Le immagini di uomini e donne bendati, bendate, inginocchiati, inginocchiate, giustiziati, giustiziate, non ci fanno quasi più effetto, come i ghiacciai che si sciolgono scoprendo la roccia o si spezzano al Polo, come l’Europa che brucia, come il mondo che circola con le mascherine, come i tormenti di Haiti maledetta, e la fame, la disperazione random tra Africa, Asia e Sudamerica. Miserie umane, miserie naturali, miserie senza argine e senza più parvenza di difesa.

Quale dialogo? Quali dialoghi? Tutto quello che è riconducibile alla civiltà, al “dialogo”, è ormai solo la coscienza di ciascuno di noi, è il piccolo grande patrimonio della gente, perché le potenze, i governi, la politica, la diplomazia, sono scomparsi sotto ai nostri piedi senza lasciarci più terra per vivere e camminare. In pace e con quanto ci basta. Ma nemmeno dopo quel lockdown surreale in cui siamo stati tutti – nessuno escluso – in guerra e carcerati sui divani, abbiamo capito a fondo la pace e il necessario: il popolo si è ributtato immediatamente nelle risse e sul superfluo, ancora con il virus addosso. La storia insegna ma non ha scolari, diceva Gramsci, facendoci cadere la braccia un secolo fa.

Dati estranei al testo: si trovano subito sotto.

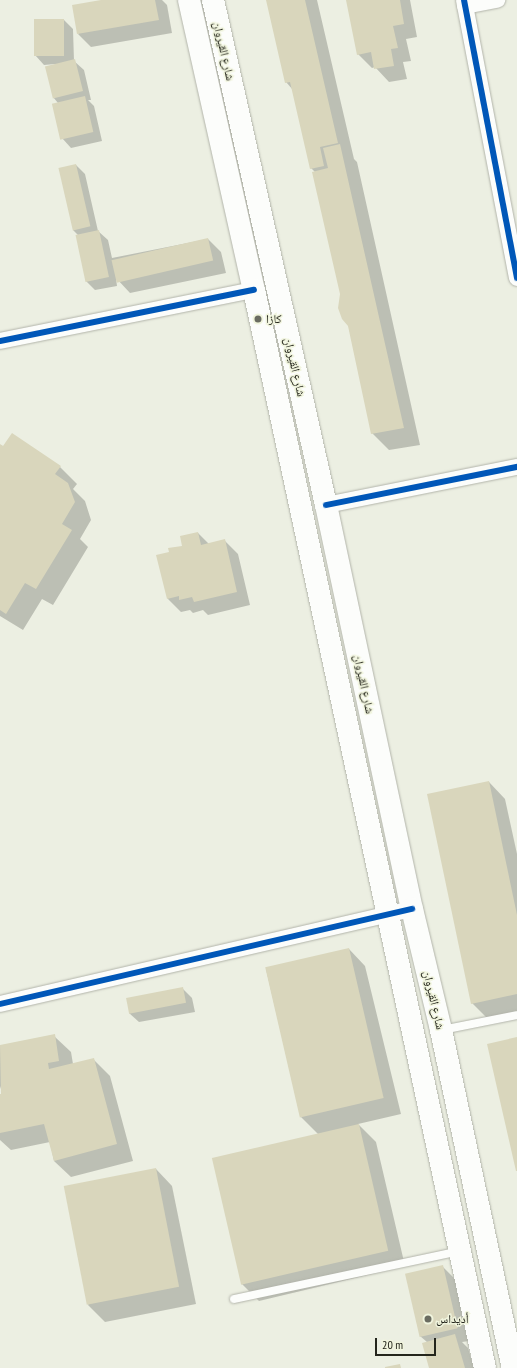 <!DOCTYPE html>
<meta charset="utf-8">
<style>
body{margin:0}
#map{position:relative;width:517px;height:1368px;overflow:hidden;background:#ecefe2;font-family:"PT Sans Narrow","Noto Naskh Arabic",sans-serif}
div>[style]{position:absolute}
.shadow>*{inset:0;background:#0003}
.building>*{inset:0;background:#d9d6bc;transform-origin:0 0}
.roads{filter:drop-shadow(0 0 1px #b2b4aa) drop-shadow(0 0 1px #b2b4aa)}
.lane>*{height:8px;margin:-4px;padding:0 4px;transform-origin:4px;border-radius:4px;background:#fcfdfb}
.street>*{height:16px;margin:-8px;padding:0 8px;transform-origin:8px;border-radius:8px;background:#fcfdfb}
.secondary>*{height:22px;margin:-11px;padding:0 11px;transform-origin:11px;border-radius:11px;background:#fcfdfb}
.cycleway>*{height:6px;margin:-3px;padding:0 3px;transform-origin:3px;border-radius:3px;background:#0057b8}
.dots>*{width:11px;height:11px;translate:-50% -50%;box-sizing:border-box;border:2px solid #f0f4dd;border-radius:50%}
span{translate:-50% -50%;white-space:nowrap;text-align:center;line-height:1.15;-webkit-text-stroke:3px #f0f4dd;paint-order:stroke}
.street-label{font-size:12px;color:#24251c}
.poi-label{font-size:12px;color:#24251c}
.left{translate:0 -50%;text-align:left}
.scale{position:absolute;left:375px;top:1338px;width:61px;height:18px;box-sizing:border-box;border:2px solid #24251c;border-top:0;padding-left:5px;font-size:12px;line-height:14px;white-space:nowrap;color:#24251c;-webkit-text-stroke:3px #f0f4dd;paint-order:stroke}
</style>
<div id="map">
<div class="shadow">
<div style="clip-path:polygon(107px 0,162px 0,167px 5px,172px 33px,91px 47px,78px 34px)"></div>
<div style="clip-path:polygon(267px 0,317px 0,354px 159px,357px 162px,420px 445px,389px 450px,372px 433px,315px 172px,311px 168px,293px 90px,286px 82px)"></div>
<div style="clip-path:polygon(348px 0,410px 0,417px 37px,406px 39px,411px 61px,403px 62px,407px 79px,389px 82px,375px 67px,372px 68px,358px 54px)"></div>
<div style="clip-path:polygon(35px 20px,64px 20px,73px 29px,74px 61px,84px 70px,91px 100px,88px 100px,94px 106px,102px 141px,71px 148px,62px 138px,58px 103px,53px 97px,55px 64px,44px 65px,35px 55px)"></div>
<div style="clip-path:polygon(76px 165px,85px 174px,98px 231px,108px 240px,112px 258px,208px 239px,221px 252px,226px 273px,130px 293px,116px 278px,117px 286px,95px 290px,86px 281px,78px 235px,73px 230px)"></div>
<div style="clip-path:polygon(0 445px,60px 467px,77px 484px,73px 489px,85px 501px,91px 520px,80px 539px,88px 547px,53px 605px,42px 599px,23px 630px,0 616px)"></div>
<div style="clip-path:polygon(198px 533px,209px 544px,224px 540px,238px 554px,250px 605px,208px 615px,203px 610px,193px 613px,190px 610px,181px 612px,168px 599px,170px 553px,183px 546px)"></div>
<div style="clip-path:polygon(489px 782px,505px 799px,517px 854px,517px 1014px,489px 1020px,472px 1003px)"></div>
<div style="clip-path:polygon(349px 949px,365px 966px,401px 1114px,358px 1124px,376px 1142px,405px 1266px,259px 1301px,242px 1284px,319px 1135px,301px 1117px,266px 969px)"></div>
<div style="clip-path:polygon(183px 989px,192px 998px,195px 1012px,139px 1022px,129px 1013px)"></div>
<div style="clip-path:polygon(54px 1036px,71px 1052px,73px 1064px,94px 1060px,110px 1076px,133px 1161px,71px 1177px,54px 1161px,50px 1142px,11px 1150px,0 1140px,0 1095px,3px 1095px,0 1086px,0 1046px)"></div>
<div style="clip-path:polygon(156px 1169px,172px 1186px,196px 1304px,105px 1322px,88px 1305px)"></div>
<div style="clip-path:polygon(442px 1266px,456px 1280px,469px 1341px,462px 1342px,468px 1348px,474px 1368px,430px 1368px,427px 1342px,420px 1336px)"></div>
</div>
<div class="building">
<div style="clip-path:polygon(101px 0,155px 0,159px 20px,77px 34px,72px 5px)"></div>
<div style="clip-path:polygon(266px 0,305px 0,338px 143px,320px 147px,324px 166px,310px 169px,290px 82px,285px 83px)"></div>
<div style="clip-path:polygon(346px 0,400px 0,404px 24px,393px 26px,398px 48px,391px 49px,394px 66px,374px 69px,371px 52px,357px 55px)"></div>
<div style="left:34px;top:19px;width:30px;height:37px"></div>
<div style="left:75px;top:59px;width:33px;height:31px;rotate:76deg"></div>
<div style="left:85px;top:96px;width:37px;height:34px;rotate:77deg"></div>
<div style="clip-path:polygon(340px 144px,404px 428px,371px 434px,348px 326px,342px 319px,338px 308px,340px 294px,312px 172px,328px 168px,323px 148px)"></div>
<div style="left:76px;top:164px;width:64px;height:18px;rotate:77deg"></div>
<div style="left:99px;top:230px;width:48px;height:24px;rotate:78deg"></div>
<div style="left:208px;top:238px;width:23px;height:99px;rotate:77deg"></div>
<div style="clip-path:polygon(12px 433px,61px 466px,55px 474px,68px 483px,75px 502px,62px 524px,72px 530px,36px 589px,25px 583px,6px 614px,0 610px,0 444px,3px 446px)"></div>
<div style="clip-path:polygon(198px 532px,201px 545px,225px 539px,237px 592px,194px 602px,192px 597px,179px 600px,179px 596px,167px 599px,156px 555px,169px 552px,168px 548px,182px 546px,180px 536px)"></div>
<div style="clip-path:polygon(489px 781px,517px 915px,517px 994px,471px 1004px,427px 794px)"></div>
<div style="left:349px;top:948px;width:154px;height:86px;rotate:77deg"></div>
<div style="left:183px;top:987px;width:16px;height:58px;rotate:79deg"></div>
<div style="clip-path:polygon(55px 1034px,59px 1061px,48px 1063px,49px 1069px,94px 1058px,117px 1144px,54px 1161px,44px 1124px,0 1133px,0 1094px,1px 1094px,0 1045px)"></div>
<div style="clip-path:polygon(517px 1037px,517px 1171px,516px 1171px,487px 1044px)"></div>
<div style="left:359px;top:1124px;width:130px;height:151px;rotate:77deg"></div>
<div style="left:156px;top:1168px;width:121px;height:94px;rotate:79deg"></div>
<div style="left:443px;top:1265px;width:65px;height:39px;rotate:77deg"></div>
<div style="clip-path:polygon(455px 1334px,465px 1368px,429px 1368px,422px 1343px)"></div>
<div style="clip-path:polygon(400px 1364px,401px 1368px,385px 1368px,385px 1367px)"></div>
</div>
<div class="roads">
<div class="lane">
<div style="left:442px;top:1030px;width:76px;rotate:-11.3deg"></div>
<div style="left:234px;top:1299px;width:230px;rotate:-12deg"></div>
</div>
<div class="street">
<div style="left:464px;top:0;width:283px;rotate:79.2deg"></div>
<div style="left:465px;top:6px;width:33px;rotate:-11deg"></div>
<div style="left:0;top:341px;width:259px;rotate:-11.4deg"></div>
<div style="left:326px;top:505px;width:195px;rotate:-11.3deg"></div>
<div style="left:0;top:1004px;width:423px;rotate:-13deg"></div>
</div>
<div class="secondary">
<div style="left:189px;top:0;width:297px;rotate:77.4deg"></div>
<div style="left:254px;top:290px;width:1102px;rotate:77.91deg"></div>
<div style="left:213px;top:0;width:517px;rotate:77.39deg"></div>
<div style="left:326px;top:505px;width:413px;rotate:78deg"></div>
<div style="left:412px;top:909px;width:124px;rotate:76.5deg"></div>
<div style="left:441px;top:1030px;width:346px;rotate:78deg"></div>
</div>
</div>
<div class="cycleway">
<div style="left:464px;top:0;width:283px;rotate:79.2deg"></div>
<div style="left:0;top:341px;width:259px;rotate:-11.4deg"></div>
<div style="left:326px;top:505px;width:195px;rotate:-11.3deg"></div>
<div style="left:0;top:1004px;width:423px;rotate:-13deg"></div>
</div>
<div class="dots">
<div style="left:258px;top:319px;background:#6a6c61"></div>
<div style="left:428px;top:1319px;background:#6a6c61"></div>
</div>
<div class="street-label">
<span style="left:224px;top:51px;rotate:77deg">شارع القيروان</span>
<span style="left:295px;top:367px;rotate:77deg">شارع القيروان</span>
<span style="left:364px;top:684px;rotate:78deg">شارع القيروان</span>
<span style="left:434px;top:1000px;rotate:77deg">شارع القيروان</span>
</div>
<div class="poi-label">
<span class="left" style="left:266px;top:319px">كازا</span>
<span class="left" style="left:436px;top:1319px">أديداس</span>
</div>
<div class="scale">20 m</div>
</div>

Non è mai stato possibile “dialogare” con dittatori, sanguinari, despoti nel pieno esercizio delle loro funzioni. Mai. Figurarsi adesso, tronfi dall’essersi ripresi il maltolto dopo decenni di invasioni, guerre, attentati, terrorismo, repressione, omicidi. Ho sentito Alberto Zanin, domenica mattina in diretta su SkyTg24, dire che l’organizzazione per cui lavora in Afghanistan (Emergency) ha stabilito un contatto con il ministro della salute del nuovo governo talebano: “Ci hanno garantito che ci lasceranno lavorare e che anzi collaboreranno con noi”. Qualsiasi Dio ci sia lassù, Alberto, fa’ che ti ascolti, ma devi pregare molto però. E crederci ancor più che in quello stesso Dio, perché la nostra carne è esausta di fatica e di speranze dissolte.